Dahl did at least have some excuse for his bad behaviour,his life was “unremittingly traumatic”. Born in Cardiff in 1916, he was just three when his eldest sister, Astri, died of a burst appendix. His father, a wealthy shipbroker originally from Norway, “dropped dead of grief” weeks later, leaving Dahl’s mother to bring him and his three sisters up alone. At boarding school, Dahl was singled out because he was foreign and aloof – and subjected to remorseless beatings.

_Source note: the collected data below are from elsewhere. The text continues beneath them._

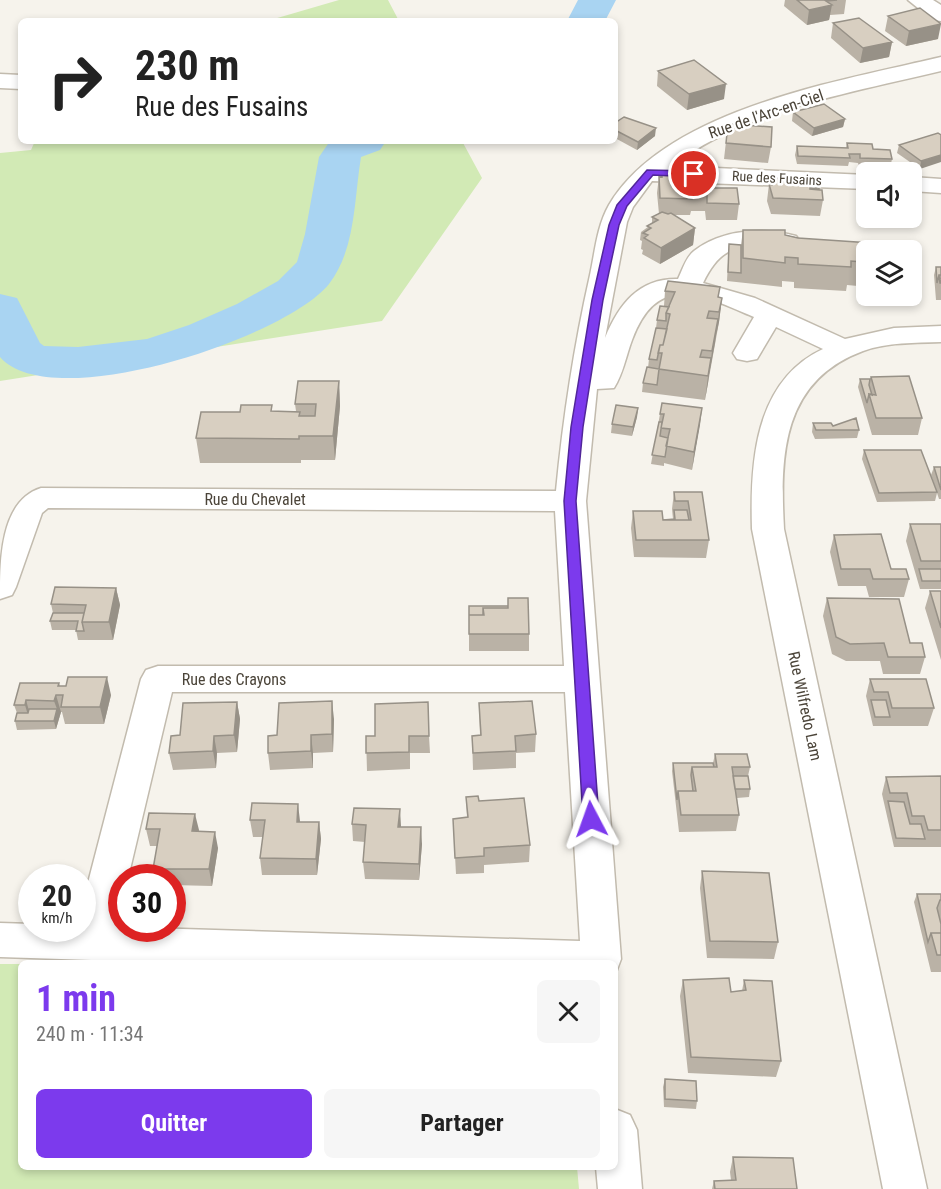 <!DOCTYPE html>
<html lang="fr">
<meta charset="utf-8">
<style>
:root{--surface:#fff;--page:#f6f6f6;--text:#222;--muted:#767676;--accent:#7c3aed}
body{margin:0;font-family:"Roboto Condensed",sans-serif;background:var(--page);color:var(--text);height:100vh;display:flex;flex-direction:column;font-size:22px;white-space:nowrap}
*{box-sizing:border-box;margin:0}
p{font-size:20px;color:var(--muted)}
.icon{flex:none;width:33px;height:33px;fill:none;stroke:currentColor;stroke-width:2;stroke-linecap:round;stroke-linejoin:round}
.map{position:relative;flex:1;overflow:hidden}
.panel{position:absolute;left:18px;top:960px;width:600px;height:210px;display:flex;flex-direction:column;background:var(--surface);border-radius:9px;box-shadow:0 3px 9px #0003}
.panel>*{flex:none}
.banner{position:absolute;left:18px;top:18px;width:600px;height:126px;border-radius:9px;box-shadow:0 3px 9px #0003;background:#fff;color:var(--text);overflow:hidden}
.tools{position:absolute;left:856px;top:162px;display:grid;gap:12px}
.tools a{display:grid;place-items:center;width:66px;height:66px;border-radius:9px;background:var(--surface);box-shadow:0 3px 9px #0003;font-size:30px}
.speed{position:absolute;left:18px;top:864px;display:flex;gap:12px;font-size:30px;font-weight:700;text-align:center}
.speed>*{display:grid;place-content:center;width:78px;height:78px;border-radius:50%;background:var(--surface);box-shadow:0 3px 9px #0003;line-height:1}
.speed small{font-size:15px;font-weight:400}
.speed .limit{border:9px solid #d22;background:#fff;color:#111}
.pin{position:absolute;display:grid;place-items:center;width:51px;height:51px;color:#fff;margin:-26px;border:3px solid #fff;border-radius:50%;box-shadow:0 2px 6px #0007}
.me{position:absolute;width:66px;margin:-33px;rotate:356deg;stroke-linejoin:round;filter:drop-shadow(0 0 4px #0008)}
.turn{display:flex;align-items:center;gap:21px;height:126px;padding:0 18px;font-size:27px}
.turn .icon{width:78px;height:78px;stroke-width:2.5}
.turn b{display:block;font-size:42px;line-height:51px}
.round{display:grid;place-items:center;flex:none;width:63px;height:63px;border-radius:9px;background:var(--page)}
.summary{display:flex;align-items:center;justify-content:space-between;height:102px;padding:0 18px}
h1{font-size:36px;font-weight:700;line-height:45px;color:var(--accent)}
.primary-button{display:flex;gap:12px;margin-top:auto;padding:12px 18px}
.primary-button a{flex:1;height:69px;border-radius:9px;background:var(--accent);color:#fff;font-size:24px;font-weight:700;line-height:69px;text-align:center}
.primary-button a+a{background:var(--page);color:var(--text)}
.map>svg:first-child{display:block}
.green{fill:#d2eab5}
.lines{fill:none;stroke-linecap:round;stroke-linejoin:round}
.river{fill:#a9d4f2;fill-rule:evenodd}
.minor-casing{stroke:#c2bbae;stroke-width:3}
.minor{fill:#fff;fill-rule:evenodd}
.wall{fill:#bab2a6}
.shaded-wall{fill:#979187}
.building{fill:#d8cfc1;stroke:#979187;stroke-width:1.5}
.route{fill:#7c3aed;stroke:#51269a;stroke-width:1.5}
.labels{text-anchor:middle;dominant-baseline:central;stroke-width:5;stroke-linejoin:round;paint-order:stroke}
.far-street-label{font-size:14px;fill:#4b4439;stroke:#fff}
.street-label{font-size:16px;fill:#4b4439;stroke:#fff}
</style>
<div class="map">
<svg width="941" height="1189" viewBox="0 0 941 1189">
<rect width="100%" height="100%" fill="#f6f3ec"/>
<path class="green" d="M339 0H388L399 21H267Z
M35 141H462L482 178 382 321 0 381V153L31 150Z
M0 964H21V1167H577L579 1189H0Z"/>
<g class="lines">
<path class="river" d="M578 0H616L605 21H567Z
M330 141H386L380 150 361 157C354 199 356 249 329 284 286 338 51 416 0 357V294L17 298 40 343 44 346 78 347 147 339 189 325 237 304 278 281 297 262 305 234 319 157Z"/>
<defs>
<path id="minor" d="M908 0H933L941 5V21L933 20Z
M941 57V71C854 92 744 110 672 166L867 175V189L652 181 633 207 627 222 605 338C619 304 639 278 678 279 682 271 686 257 694 251 722 229 763 227 796 236L800 241 796 246C755 257 729 228 703 283L755 298 845 339 894 328 941 326V342C915 343 888 342 863 351 782 381 780 455 784 529L927 1189H883L752 529C750 464 754 381 823 349L776 327 757 359 747 361 737 359 733 353 754 317C701 295 658 271 632 340 626 356 623 374 614 388L597 389 586 501 621 959 615 975V963H183L0 957V923L32 924V928H82V906L141 679 146 670 158 666H564L555 511 48 508 42 513 16 587 12 595 0 599C0 560 0 501 41 488L556 491C563 418 574 346 590 275 595 252 597 226 609 205 666 109 840 81 941 57ZM172 692H565L580 941 117 927 122 907V878H128Z
M0 74 21 75V89L0 88Z
M912 177 941 179V193L912 191Z
M615 1109 630 1115 637 1130 642 1189H598L596 1167H615Z"/>
</defs>
<use href="#minor" class="minor-casing"/>
<use href="#minor" class="minor"/>
</g>
<path class="wall" d="M785 0H846L844 14 830 15 829 20 807 25 784 6Z
M888 16 938 39 906 46 885 31Z
M833 23 892 42 889 57 860 63 831 38Z
M658 71 724 99 687 110 657 86Z
M793 112 845 119 843 127 812 136 792 121Z
M615 123 655 136 637 150 615 138Z
M728 124 771 147 768 163 724 159Z
M938 133 920 169 897 153 899 145Z
M847 143 873 149 892 159 890 168 859 166 858 163 849 162 848 166 797 164 795 155 797 146 846 148Z
M662 172 694 180 739 204 737 220H706L705 211H691L690 215H674L695 228 693 245 660 264 642 254 643 250 641 249 642 241 640 240 641 232 652 224V217L659 214 657 193 659 176H661Z
M771 178 795 185 810 188 823 200 820 216 771 214 767 201 769 184 770 185Z
M743 230 785 235 867 250V293L858 292V286L847 285 846 291 794 288V282L782 281V287L727 281 729 244 741 245Z
M936 267H941V300H936L934 275Z
M665 291 719 295V297L722 298 719 322 705 400 642 392 643 383 648 368 649 359 656 328 657 320 664 306Z
M871 377 922 418 918 435H872L858 387 860 379H870Z
M339 381 340 406 335 460H301V463H200L196 438 273 411H296L295 404Z
M638 408 637 417 632 436 611 433 612 424Z
M702 408 692 470 664 463V466L651 464 660 414Z
M813 423 859 430 857 438 815 439 812 432Z
M864 450 936 489 931 475 934 467H941V499H939L937 493 935 501 877 502 862 459Z
M674 492H702L709 540 706 558 634 557 631 528 633 511 663 519H673L672 509Z
M910 524H941V589H920L906 541Z
M834 535 909 579 904 597H869L866 586H838L830 552Z
M116 588 120 605 113 640H78L76 630H52L50 621 53 613 51 604Z
M930 591H941V660L925 608Z
M827 598 910 643 925 657 920 674H883L880 661H846L832 654 823 616Z
M469 606 529 634V651H469Z
M870 679 934 708 928 726H873L866 696Z
M59 683 60 686 111 695 104 724H65L62 712H61L56 729 17 730 15 721 17 713 14 705Z
M237 702 240 719 237 752 217 753 216 768 173 770 169 753 180 735Z
M479 703 536 734 535 752 516 753V768L473 770 472 736 480 735Z
M334 719 333 752 313 753V768L270 770 268 753 277 735Z
M366 736H429L430 753H410V769L367 771Z
M715 754 750 767 748 776 750 789 749 797 737 798 739 815 736 831 679 832 672 771 673 763H713Z
M941 776V847H894L882 794 886 777Z
M466 797 479 801 530 845 529 862 484 865V873L456 874 453 819 467 818Z
M252 803 300 822H319L321 839 317 875H262L260 858 263 837H253L250 820Z
M352 824 401 827 422 844 419 880 365 879 363 862 365 842 353 841Z
M146 829 199 830 198 831 218 848 212 886 172 885V878H155L153 869 157 846H150Z
M702 871 778 942 774 959 707 958 700 888Z
M917 894H941V972H931L914 902Z
M683 980 731 992 742 991 744 980 781 1061 776 1077 688 1073 680 996Z
M665 1079 697 1101 696 1109 664 1107 663 1087Z
M733 1157 797 1189H712L714 1181 731 1180 730 1172Z"/>
<path class="shaded-wall" d="M832 5 829 20 807 25 809 10Z
M941 24 938 39 906 46 909 31Z
M892 42 889 57 860 63 863 48Z
M726 84 724 99 687 110 689 94Z
M845 119 843 127 812 136 814 128Z
M656 128 655 136 637 150 638 142Z
M941 155V162L920 169 921 161Z
M695 228 693 245 660 264 661 248Z
M722 298 719 322 716 336 719 312Z
M718 319 715 343 709 375 712 351Z
M711 358 708 383 705 400 708 376Z
M339 381 340 406 335 460 333 436Z
M638 408 637 417 632 436 633 427Z
M702 408 700 425 692 470 694 452Z
M116 588 120 605 113 640 109 622Z
M107 677 111 695 104 724 100 707Z
M56 695 61 712 56 729 54 721 57 709 54 701Z
M26 700 31 718 30 722 25 705Z
M332 701 334 719 333 752 332 734Z
M237 702 240 719 237 752 234 735Z
M311 735 313 753V768L311 751Z
M214 736 217 753 216 768 213 751Z
M298 804 300 821 299 838 297 822Z
M400 809 401 826 399 844 398 827Z
M195 814 199 830 195 848 192 831Z
M319 822 321 839 317 875 316 859Z
M421 827 422 844 419 880V864Z
M215 832 218 848 212 886 209 869Z"/>
<path class="building" d="M797 0H837L826 1 832 5 809 10Z
M920 8 941 24 909 31 888 16Z
M859 18 892 42 863 48 833 23Z
M694 60 726 84 689 94 658 71Z
M824 104 845 119 814 128 793 112Z
M624 117 656 128 638 142 615 130V123Z
M728 124 772 127 771 147 726 143Z
M938 133 941 135V155L921 161 899 145Z
M847 143 872 144 873 149 890 150 892 159 860 158V154H849L850 158 798 156 797 146 848 148Z
M662 172 694 173V180H710L711 188H737L739 204 707 203V195H692V199L660 198 659 176 662 177Z
M771 178H783V181H795V185H810V189L822 190 823 200 773 198 769 184 772 185Z
M810 188H819V190L810 189Z
M662 212 668 214 671 213 695 228 661 248 644 238 648 235 643 233 651 228 647 226 658 220 652 217Z
M743 230H785V235L798 238 886 244 887 250H867V268H863V262L851 261V267L798 264V258L785 257V263L743 258Z
M729 244 741 245V273L728 272Z
M936 267H941V275H939L937 283Z
M939 275H941V283H940Z
M668 281 720 287 718 297 722 298 719 312 709 311 707 318 718 319 712 351 702 350 700 357 711 358 708 376 659 369 662 353H658L660 345H663L670 314 666 313 675 292 665 291Z
M660 306 669 307 666 313V321L657 320Z
M656 328 667 329 663 345H660L657 360 649 359Z
M647 367 659 369 657 385 643 383Z
M909 376 922 418H876L869 394 876 395 871 377Z
M860 379H870L869 385 872 395 869 394 867 403Z
M298 381H339L333 436H299V439L196 438 201 412H240L241 405H272L271 411 300 412 299 416H315L316 404H295Z
M662 403 702 408 694 452 666 446 670 429 661 428 664 414H660Z
M616 405 638 408 633 427 612 424Z
M856 418 859 430H816L813 423H831L833 426Z
M659 422H662L660 436 668 438 665 457 652 455Z
M864 450H921L937 492 879 493Z
M934 467H941V490Z
M674 492H702L709 540H636L633 511H662L663 520H691L688 501H675Z
M674 510H687L689 520H663L675 519Z
M910 524H941V561H921Z
M881 534 891 569H906L909 579H873L870 569H841L834 535Z
M919 569H941V581H922Z
M55 587 116 588 109 622H82L86 605 51 604Z
M930 591H941V628Z
M508 598H528L529 634H469V615H484L483 608H508Z
M827 598 899 599 910 643H922L925 657H888L884 643 850 644 836 637Z
M469 606H508V608H483V615H469Z
M53 613H84L82 622 84 631H76L78 621H50Z
M68 677H107L100 707H61L63 695H56L54 701 26 700 25 705H14L20 683H59L58 686H66Z
M870 679H926L934 708H892L888 692H874Z
M871 700H886L890 717H875Z
M332 701V734L311 735V751L268 753V736L277 735 279 703Z
M532 701 536 734 515 736 516 751 473 753 472 736 481 735 479 703Z
M237 702 234 735 214 736 213 751 169 753 171 736 180 735 183 703Z
M428 702 429 736H409V752L366 753V736H375V704Z
M29 709H57L54 721H15L17 713H28Z
M715 754H747L750 767H732L739 815H681L678 791H696L692 767H717Z
M673 763H713L714 767H692L691 775 693 791H678L677 800Z
M733 776H748L750 789H735Z
M941 776V830H928L924 816H912L907 793H890L886 777Z
M478 796 479 801 524 798 530 845 484 848V856L455 858 453 819 468 817 466 797Z
M888 801 904 802 910 824H921L925 839 896 838Z
M252 803 298 804 297 822H319L316 859 260 858 265 820H250Z
M354 808 400 809 398 827H421L419 864 363 862 366 825 352 824Z
M149 813 195 814 192 831 215 832 209 869H153L160 829H146Z
M702 871 769 873 778 942 710 941Z
M917 894H941V900H940L937 908 941 924V933H931L928 942Z
M931 933H941V955H937Z
M729 978 731 992 746 990 744 980 772 981 781 1061 691 1057 683 980Z
M665 1079 696 1081 697 1101 665 1099Z
M733 1157 793 1158 797 1189H715L714 1181 736 1180Z"/>
<path class="route" d="M647 170 694 171 699 174 694 177 653 175 627 206 619 225 603 300 583 427 576 501 599 819 591 825 583 819 564 501 571 427 592 300 609 225 617 205Z"/>
<g class="labels">
<g class="far-street-label">
<text transform="translate(777 178) rotate(3)">Rue des Fusains</text>
</g>
<g class="street-label">
<text transform="translate(766 114) rotate(-19)">Rue de l'Arc-en-Ciel</text>
<text x="255" y="499">Rue du Chevalet</text>
<text x="234" y="679">Rue des Crayons</text>
<text transform="translate(805 706) rotate(78)">Rue Wilfredo Lam</text>
</g>
</g>
</svg>
<div class="tools">
<a><svg class="icon" aria-label="sound" viewBox="0 0 24 24"><path d="M4 9h4l5-4v14l-5-4H4zM17 9q2 3 0 6"/></svg></a>
<a><svg class="icon" aria-label="layers" viewBox="0 0 24 24"><path d="M12 4l9 5-9 5-9-5zM3 14l9 5 9-5"/></svg></a>
</div>
<div class="speed"><div>20<small>km/h</small></div><div class="limit">30</div></div>
<div class="pin" style="left:694px;top:174px;background:#d93025"><svg class="icon" aria-label="arrive" viewBox="0 0 24 24"><path d="M6 21V4h12l-3 4 3 4H6"/></svg></div>
<svg class="me" style="left:591px;top:819px" viewBox="-20 -20 40 40"><path d="M0-17L14 15 0 8-14 15z" fill="#7c3aed" stroke="#fff" stroke-width="4"/></svg>
<div class="banner">
<div class="turn"><svg class="icon" aria-label="right" viewBox="0 0 24 24"><path d="M7 20v-9h11M14 6l5 5-5 5"/></svg><div><b>230 m</b>Rue des Fusains</div></div>
</div>
<section class="panel">
<div class="summary"><div><h1>1 min</h1><p>240 m · 11:34</p></div><a class="round"><svg class="icon" aria-label="close" viewBox="0 0 24 24"><path d="M6 6l12 12M18 6L6 18"/></svg></a></div>
<div class="primary-button"><a>Quitter</a><a>Partager</a></div>
</section>
</div>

Aged 18, having no wish to “prolong his experience of institutionalised learning”, he took a job with Shell in east Africa, where he “quite took to the colonial life”. When the Second World War broke out, Dahl enlisted with the RAF in Nairobi, but was badly injured after crash-landing in the Libyan desert. Although he recovered sufficiently to see some action, he spent the latter part of the War in the US, working for the British government as a cultural attaché. “The tall, handsome, injured airman was soon cutting a dash”: it was said that he “slept with everyone on both the east and west coasts who had more than $50,000 a year”. He also started writing, on the advice of C.S. Forester. Dahl married the actress Patricia Neal, and brought her back to England, where he became the familiar stooping figure in a cardigan with a cadaverous face and a writing shed in the garden. Wealth and fame followed, but so too did further tragedies,Theo, his baby son, suffered a brain injury after being hit by a New York taxi; Olivia, his daughter, died of measles aged seven; Neal had a stroke in 1965, forcing Dahl to effectively become her carer. Dennison’s book is “riveting, and immaculately written”, but “despair” pervades Dahl’s story. Reading it, “all I feel is pity, for a man so raging, and a boy so lost”.